We suggest you use the numpy.random package for this purpose.
Specifically, in this project you should:
Choose a real-world phenomenon that can be measured and for which you could collect at least one-hundred data points across at least four different variables.
Investigate the types of variables involved, their likely distributions, and their relationships with each other.
Synthesise/simulate a data set as closely matching their properties as possible.
Detail your research and implement the simulation in a Jupyter notebook
The data set itself can simply be displayed in an output cell within the notebook.
The minimum standard for this project is a git repository containing a README, a gitignore file and a Jupyter notebook.
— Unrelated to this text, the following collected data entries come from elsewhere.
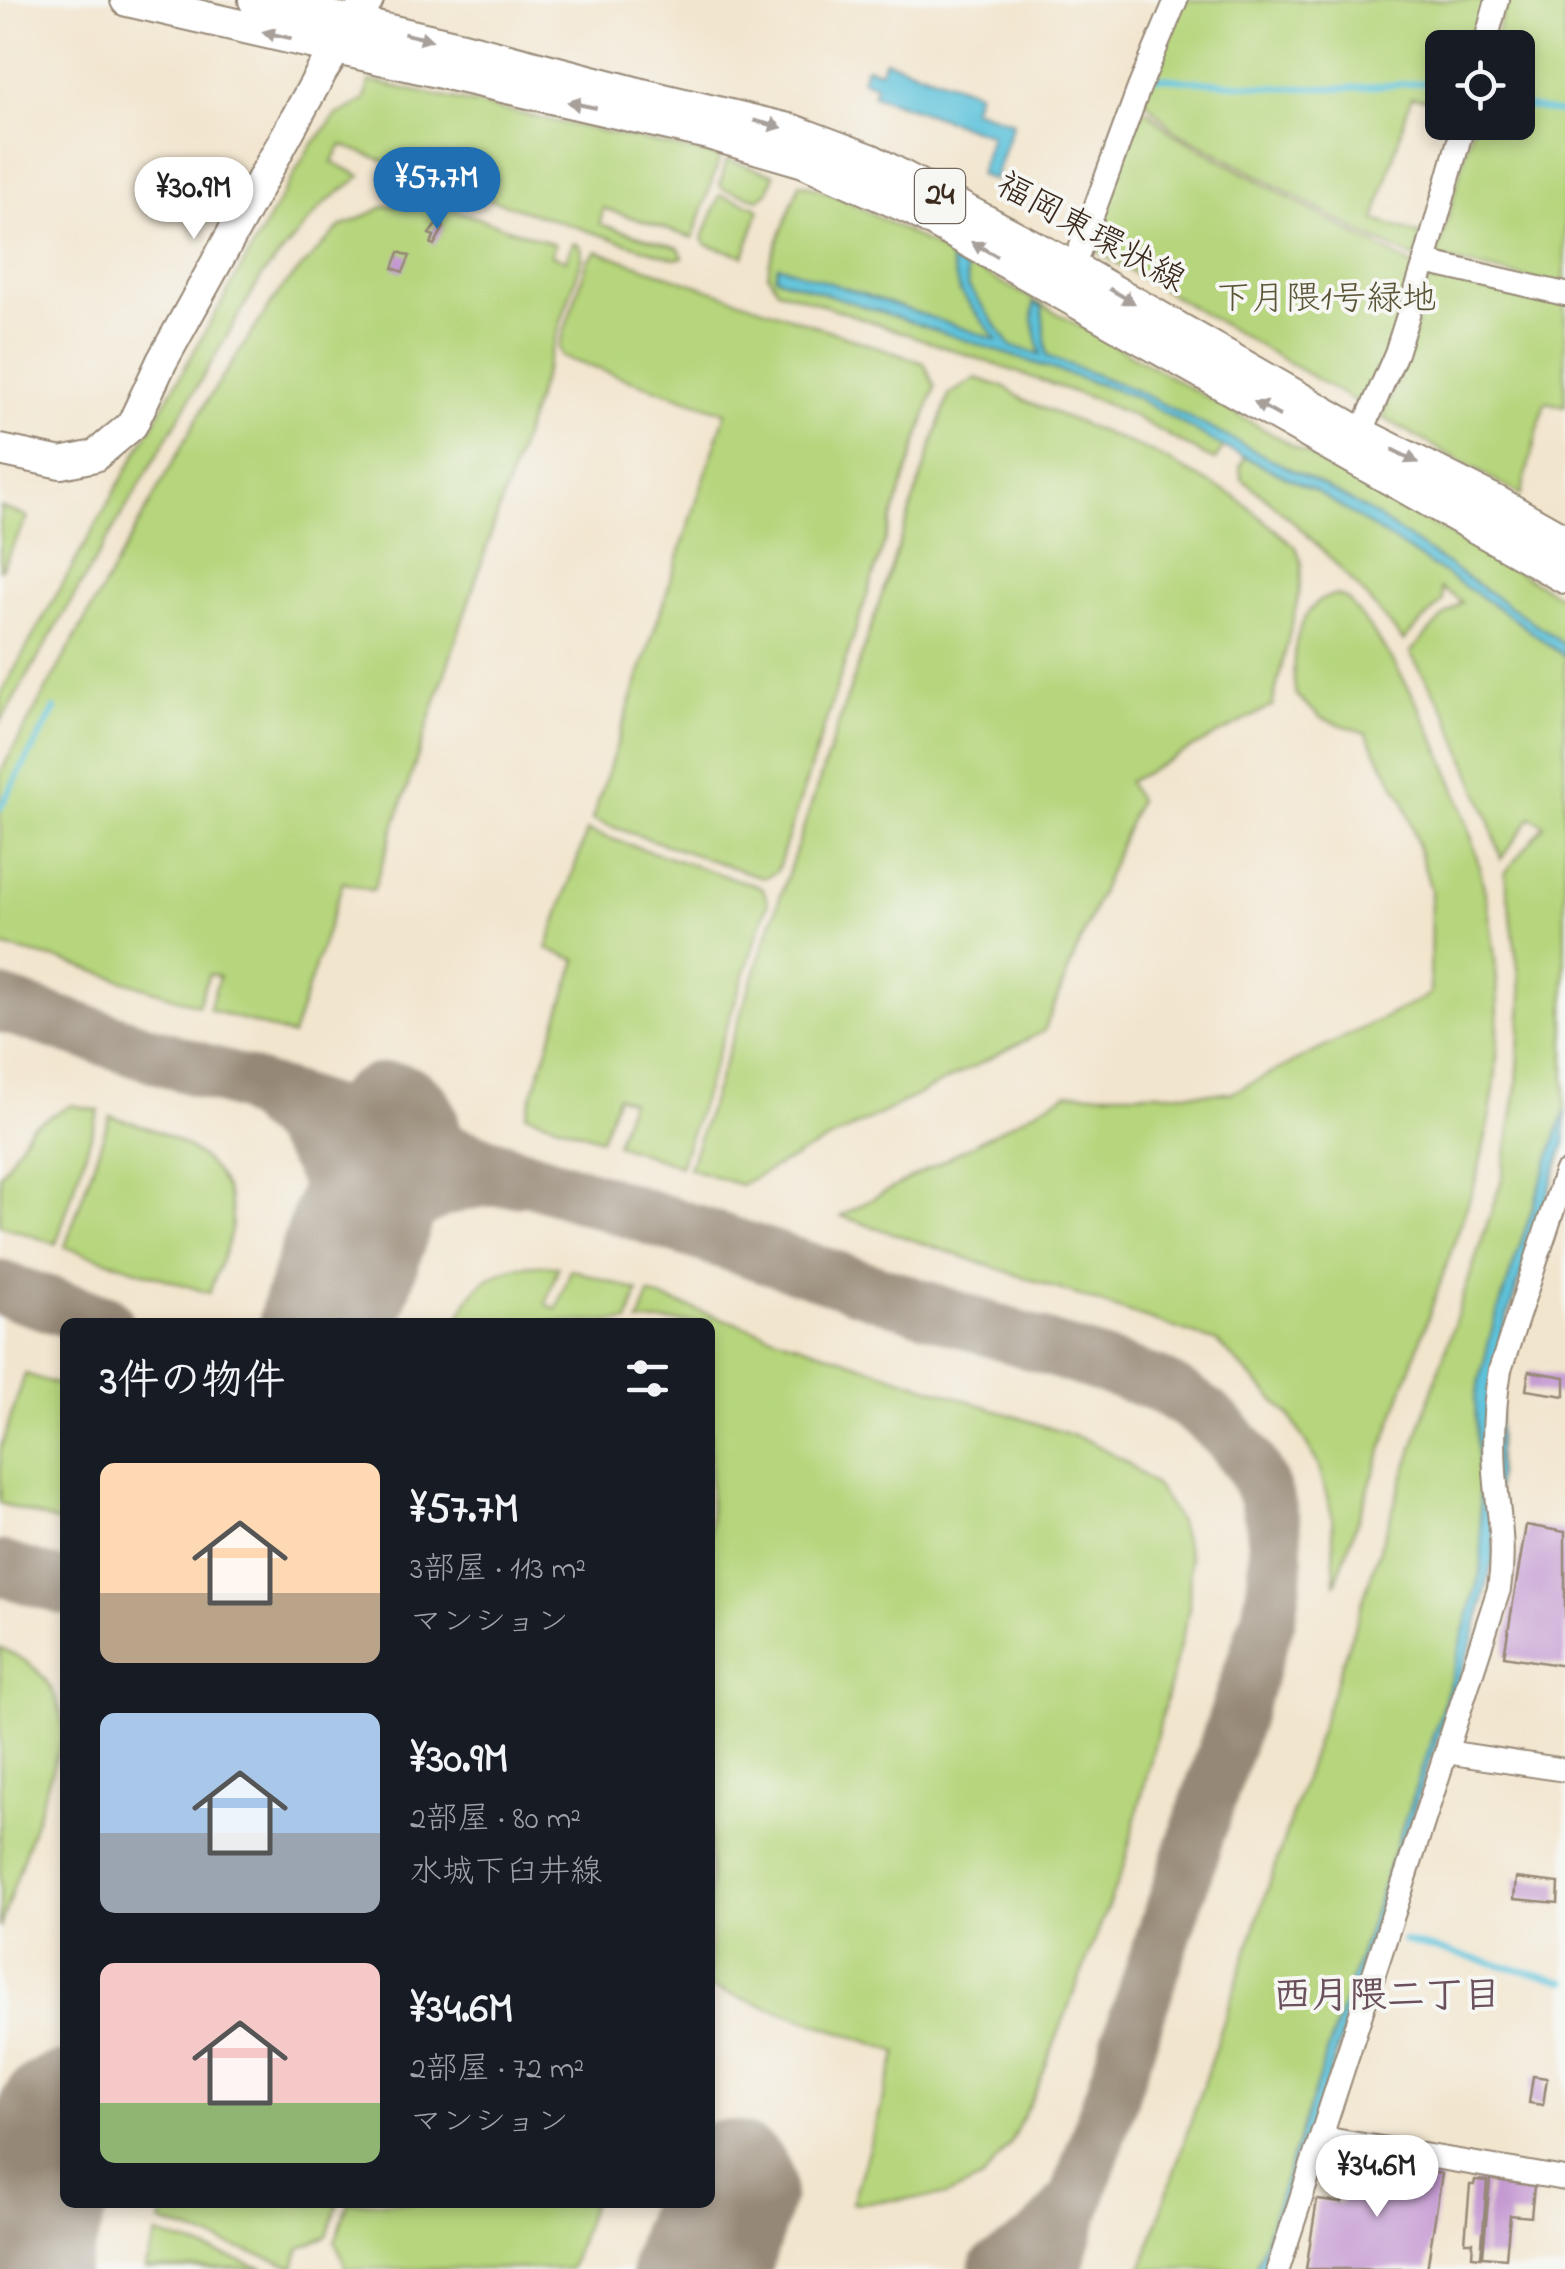 <!DOCTYPE html>
<html lang="ja">
<meta charset="utf-8">
<style>
:root{--surface:#171b24;--page:#242831;--text:#f1f3f6;--muted:#9ea1a6;--accent:#1f6fb2}
body{margin:0;font-family:"Indie Flower","Klee One",sans-serif;background:var(--page);color:var(--text);height:100vh;display:flex;flex-direction:column;font-size:38px;white-space:nowrap}
*{box-sizing:border-box;margin:0}
p{font-size:32px;color:var(--muted)}
.icon{flex:none;width:55px;height:55px;fill:none;stroke:currentColor;stroke-width:2;stroke-linecap:round;stroke-linejoin:round}
.map{position:relative;flex:1;overflow:hidden}
.details{position:absolute;left:60px;top:1318px;width:655px;height:890px;display:flex;flex-direction:column;background:var(--surface);border-radius:15px;box-shadow:0 5px 15px #0003}
.details>*{flex:none}
.buttons{position:absolute;left:1425px;top:30px;display:grid;gap:20px}
.buttons a{display:grid;place-items:center;width:110px;height:110px;border-radius:15px;background:var(--surface);box-shadow:0 5px 15px #0003;font-size:50px}
.price{position:absolute;translate:-50% -85px;padding:0 22px;border-radius:35px;background:#fff;color:#222;font-size:32px;line-height:65px;filter:drop-shadow(0 2px 5px #0008)}
.price::after{content:'';position:absolute;left:50%;top:60px;width:30px;height:22px;margin-left:-15px;background:inherit;clip-path:polygon(0 0,100% 0,50% 100%)}
.price.on{background:var(--accent);color:#fff}
ul{padding:0;list-style:none}
li{display:flex;align-items:center;gap:30px;height:250px;padding:0 40px}
li span{display:grid;place-items:center;flex:none;width:280px;height:200px;border-radius:15px;color:#555}
li>.icon{margin-inline-start:auto}
span .icon{width:120px;height:120px;fill:#fffc;stroke-width:1}
li b{font-size:42px}
h2{display:flex;justify-content:space-between;align-items:center;height:120px;padding:0 40px;font-size:42px}
.map>svg:first-child{display:block}
.green{fill:#b6d57c;stroke:#78804d;stroke-width:2.5}
.water{fill:#5ec3db;stroke:#4c767c;stroke-width:2.5}
.lines{fill:none;stroke-linecap:round;stroke-linejoin:round}
.stream{stroke:#5ec3db;stroke-width:6}
.taxiway{stroke:#968876;stroke-width:55}
.runway{stroke:#968876;stroke-width:138}
.building{fill:#c499d2}
.minor-casing{stroke:#968876;stroke-width:26}
.secondary-casing{stroke:#968876;stroke-width:34}
.primary-casing{stroke:#968876;stroke-width:36}
.minor{stroke:#fff;stroke-width:22}
.secondary{stroke:#fff;stroke-width:30}
.primary{stroke:#fff;stroke-width:32}
.oneway{fill:#a79f9a}
.labels{text-anchor:middle;dominant-baseline:central;stroke-width:8;stroke-linejoin:round;paint-order:stroke}
.shield{fill:#f6f6f2;stroke:#73675e;stroke-width:2.5}
.shield-label{font-size:32px;font-weight:bold;fill:#3b2a1e}
.street-label{font-size:35px;fill:#3b2a1e;stroke:#f6f6f2}
.park-label{font-size:35px;fill:#5a5536;stroke:#f6f6f2}
.neighbourhood-label{font-size:38px;font-weight:bold;fill:#6b515d;stroke:#f6f6f2}
</style>
<div class="map">
<svg width="1565" height="2269" viewBox="0 0 1565 2269">
<rect width="100%" height="100%" fill="#f6f6f2"/>
<filter id="ink" filterUnits="userSpaceOnUse"><feTurbulence type="fractalNoise" baseFrequency=".01" numOctaves="2"/><feDisplacementMap in="SourceGraphic" scale="20" xChannelSelector="R" yChannelSelector="G"/><feConvolveMatrix kernelMatrix="1 2 1 2 8 2 1 2 1" color-interpolation-filters="sRGB"/></filter>
<filter id="wash" filterUnits="userSpaceOnUse"><feTurbulence type="fractalNoise" baseFrequency=".0048" numOctaves="4" result="noise"/><feDisplacementMap in="SourceGraphic" scale="40" xChannelSelector="R" yChannelSelector="G"/><feGaussianBlur stdDeviation="2.25" result="paint"/><feColorMatrix in="noise" values="0 0 0 0 0 0 0 0 0 0 0 0 0 0 0 0 0 1.4 0 .05"/><feComposite in="paint" operator="in"/></filter>
<g filter="url(#wash)">
<rect width="100%" height="100%" fill="#f2e5ce"/>
<path class="green" d="M1181,0h307l-13,47 -33,1v53l-31,-4 -36,123 46,15 -5,24 -45,-21 -200,-110 -30,-32z
M1506,0h59v287l-128,-29 36,-135 45,-1v-74l-25,-1z
M369,81l351,76 -27,81 -90,-30 -3,16 79,24 4,9 -7,2 -206,-66 -128,-48 -10,17 29,14 -37,28 -62,72 -262,447v-28l308,-545 29,-35 28,-15z
M1147,110l22,21 247,137 -23,78 -30,60 -274,-159 46,-135z
M727,160l47,14 -6,18 -9,7 -36,-10 -3,-4z
M800,183l36,12 178,94 551,310v544l-63,189 -8,224 -21,84 -42,118 -163,511h-126l360,-1090 15,-92 5,-89 -17,-125 39,-48 -13,-8 -30,42 -12,-40 -42,-106 -37,-60 32,-35 20,-16 -21,-14 2,13 -40,40c-49,-60 -99,-115 -161,-162l-2,-11 4,-11 -20,-10 -9,13 -7,-3 -77,-42 -40,-17 -314,-109 -9,-14 2,-14z
M720,195l35,11 4,5 -15,45 -39,-12 -2,-7z
M430,202l125,42 -4,11 15,5 7,-17 7,2 3,11 -210,635 -30,-9 -51,154 -83,-27 10,-32 -10,-3 -11,31 -137,-45 -61,-14v-173l207,-372 72,-109 60,-64 47,-22z
M597,251l327,112 11,24 -158,484 -13,7 -172,-58 134,-408 -164,-55 -3,-10 29,-87z
M1436,272l129,31v103l-20,-4 -24,93 -139,-78 26,-63 20,-73z
M976,378l30,10 19,13 124,50 87,46 60,50 6,17 -3,30 -27,112 -144,76 10,18 -94,231 -304,154 -51,-17 260,-773z
M0,507l28,10 -28,54z
M1337,595l11,5c17,22 35,44 49,68 70,115 108,254 100,388 -2,41 -11,81 -20,121l-142,408 -3,-70 -14,-51 -28,-48 -73,-74 -376,-126 227,-123h163l199,-98 1,-105 -27,-89 -38,-68 -45,-15 -25,-23c-7,-34 -1,-95 41,-100z
M587,831l176,57 5,15 -88,263 -64,-22 14,-43 -13,-5 -16,43 -75,-25 51,-154 -30,-11z
M72,1105l27,6 -43,133 -56,-19v-50l31,-49z
M110,1116c50,13 121,39 122,103 0,23 -16,52 -23,74l-144,-46z
M545,1265l13,2 -12,37 11,5 14,-40 67,22 -10,31h-170c13,-41 44,-58 87,-57z
M649,1294l440,147 35,19 33,27 21,33 12,39 -1,50 -65,256 -87,223 -27,55 -27,36 -37,17 -94,7 46,-151 -188,-65v-665h-71z
M25,1374l40,13v138l-65,-22v-53z
M0,1648c40,16 60,41 64,85l-64,195z
M167,2203v-1l171,1 -11,33 -27,12 -6,19 -133,-45z
M348,2203v-1l244,1 -22,66h-223l-12,-27z
M157,2234l108,35h-120z"/>
<path class="water" d="M885,60l93,32 -6,17 41,13 -19,58 -15,-5 12,-40 -118,-40 3,-10 -15,-5 5,-13 14,4z
M950,260l16,9 2,17 43,60 29,8 -7,-34 1,-17 8,4 5,49 88,34 183,93 52,29 179,121 16,13v11l-59,-44 -192,-123 -91,-43 -90,-51 -358,-119 3,-12 219,75 -37,-48z
M1565,1111v32l-63,189 -8,224 -21,84 -42,118 -164,511h-12l193,-579 34,-124 -7,-167 17,-70z"/>
<g class="lines">
<path class="stream" d="M1150,77l134,11h64l94,-7
M1518,105l47,9
M0,808l55,-99
M1403,1941l162,40"/>
<path class="taxiway" d="M0,1004l1157,380c97,50 137,127 111,235l-214,650
M255,1091c63,42 92,113 88,187
M343,1278c36,-64 99,-103 173,-99
M0,1288l105,34
M0,1568l65,20
M996,2269c30,-16 54,-34 73,-62"/>
<path class="runway" d="M328,1322l63,-191
M16,2269l49,-148
M700,2269l26,-80"/>
</g>
<g id="blocks">
<path class="building" d="M439,221l5,6 -10,18 -3,-1 3,-8 -5,-2z
M399,252l11,4 -7,16 -10,-4z
M1529,1371l36,6v19l-39,-6z
M1526,1525l39,7v134l-61,-10z
M1516,1878l43,5 -1,20 -44,-4z
M1533,2076l14,2 -4,27 -14,-2z
M1349,2159l93,15 -15,95h-121l11,-69 25,3z
M1490,2179l44,7 -3,31 -21,-2 -4,43 -23,-2z
M1475,2180l12,1 -6,76 -9,-1 1,-14h-8l5,-57h4z"/>
</g>
</g>
<g filter="url(#ink)">
<use href="#blocks" fill-opacity="0" stroke="#968876" stroke-width="2.5"/>
<g class="lines">
<defs>
<path id="minor" d="M1484,48l13,-48
M1424,265l10,-1 131,30
M1073,268l66,-180 37,-88
M1361,434l35,-81 28,-88 40,-143
M1446,1752l119,18
M1322,2138l243,41
M1278,2269l221,-680c7,-43 -1,-75 -4,-117 -2,-34 -1,-68 5,-102l65,-197"/>
<path id="secondary" d="M0,450l61,13 34,-7 37,-31 30,-64 160,-290 46,-71"/>
<path id="primary" d="M127,0l581,133 96,28 109,48 652,368
M255,0l204,47 179,47 155,37 77,29 203,108 288,166 135,68 69,39"/>
</defs>
<use href="#minor" class="minor-casing"/>
<use href="#secondary" class="secondary-casing"/>
<use href="#primary" class="primary-casing"/>
<use href="#minor" class="minor"/>
<use href="#secondary" class="secondary"/>
<use href="#primary" class="primary"/>
</g>
<defs><path id="oneway-solid" d="M-6-.8H1V-3.2L6.5 0L1 3.2V.8H-6Z" transform="scale(2.5)"/></defs>
<g class="oneway">
<use href="#oneway-solid" transform="translate(277 35) rotate(-167)"/>
<use href="#oneway-solid" transform="translate(418 37) rotate(13)"/>
<use href="#oneway-solid" transform="translate(582 105) rotate(-168)"/>
<use href="#oneway-solid" transform="translate(768 124) rotate(14)"/>
<use href="#oneway-solid" transform="translate(984 249) rotate(-150)"/>
<use href="#oneway-solid" transform="translate(1122 296) rotate(30)"/>
<use href="#oneway-solid" transform="translate(1267 409) rotate(-151)"/>
<use href="#oneway-solid" transform="translate(1405 456) rotate(27)"/>
</g>
</g>
<g class="labels">
<rect class="shield" x="915" y="169" width="50" height="54" rx="8"/>
<g class="shield-label">
<text x="940" y="196">24</text>
</g>
<g class="street-label">
<text transform="translate(1090 234) rotate(29)">福岡東環状線</text>
</g>
<g class="park-label">
<text x="1326" y="300">下月隈1号緑地</text>
</g>
<g class="neighbourhood-label">
<text x="1387" y="1998">西月隈二丁目</text>
</g>
</g>
</svg>
<div class="buttons">
<a><svg class="icon" aria-label="locate" viewBox="0 0 24 24"><circle cx="12" cy="12" r="6"/><path d="M12 2v4M12 18v4M2 12h4M18 12h4"/></svg></a>
</div>
<b class="price on" style="left:437px;top:232px">¥57.7M</b>
<b class="price" style="left:194px;top:242px">¥30.9M</b>
<b class="price" style="left:1377px;top:2220px">¥34.6M</b>
<section class="details">
<h2>3件の物件<svg class="icon" aria-label="filters" viewBox="0 0 24 24"><path d="M4 7h16M4 17h16"/><circle cx="9" cy="7" r="2"/><circle cx="15" cy="17" r="2"/></svg></h2>
<ul>
<li><span style="background:linear-gradient(#ffd9b3 65%,#b9a48a 0)"><svg class="icon" aria-label="home" viewBox="0 0 24 24"><path d="M3 11l9-7 9 7M6 9v11h12V9"/></svg></span><div><b>¥57.7M</b><p>3部屋 · 113 m²</p><p>マンション</p></div></li>
<li><span style="background:linear-gradient(#a9c7e8 60%,#9aa5b1 0)"><svg class="icon" aria-label="home" viewBox="0 0 24 24"><path d="M3 11l9-7 9 7M6 9v11h12V9"/></svg></span><div><b>¥30.9M</b><p>2部屋 · 80 m²</p><p>水城下臼井線</p></div></li>
<li><span style="background:linear-gradient(#f6c9c9 70%,#8fb573 0)"><svg class="icon" aria-label="home" viewBox="0 0 24 24"><path d="M3 11l9-7 9 7M6 9v11h12V9"/></svg></span><div><b>¥34.6M</b><p>2部屋 · 72 m²</p><p>マンション</p></div></li>
</ul>
</section>
</div>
The README need only contain an explanation of what is contained in the repository and how to run the Jupyter notebook. Your notebook should contain the main body of work and should list all references used in completing the project.
A good submission will be clearly organised and
contain concise explanations of the particularities of the data set.
The analysis contained within the notebook will be well conceived,
interesting, and
well researched.
Note that part of this project is about the use of Jupyter notebooks and so you should
make use of all the functionality available in the software including
images,
links,
code and
plots.
You may use any Python libraries that you wish, whether they have been discussed in class or not.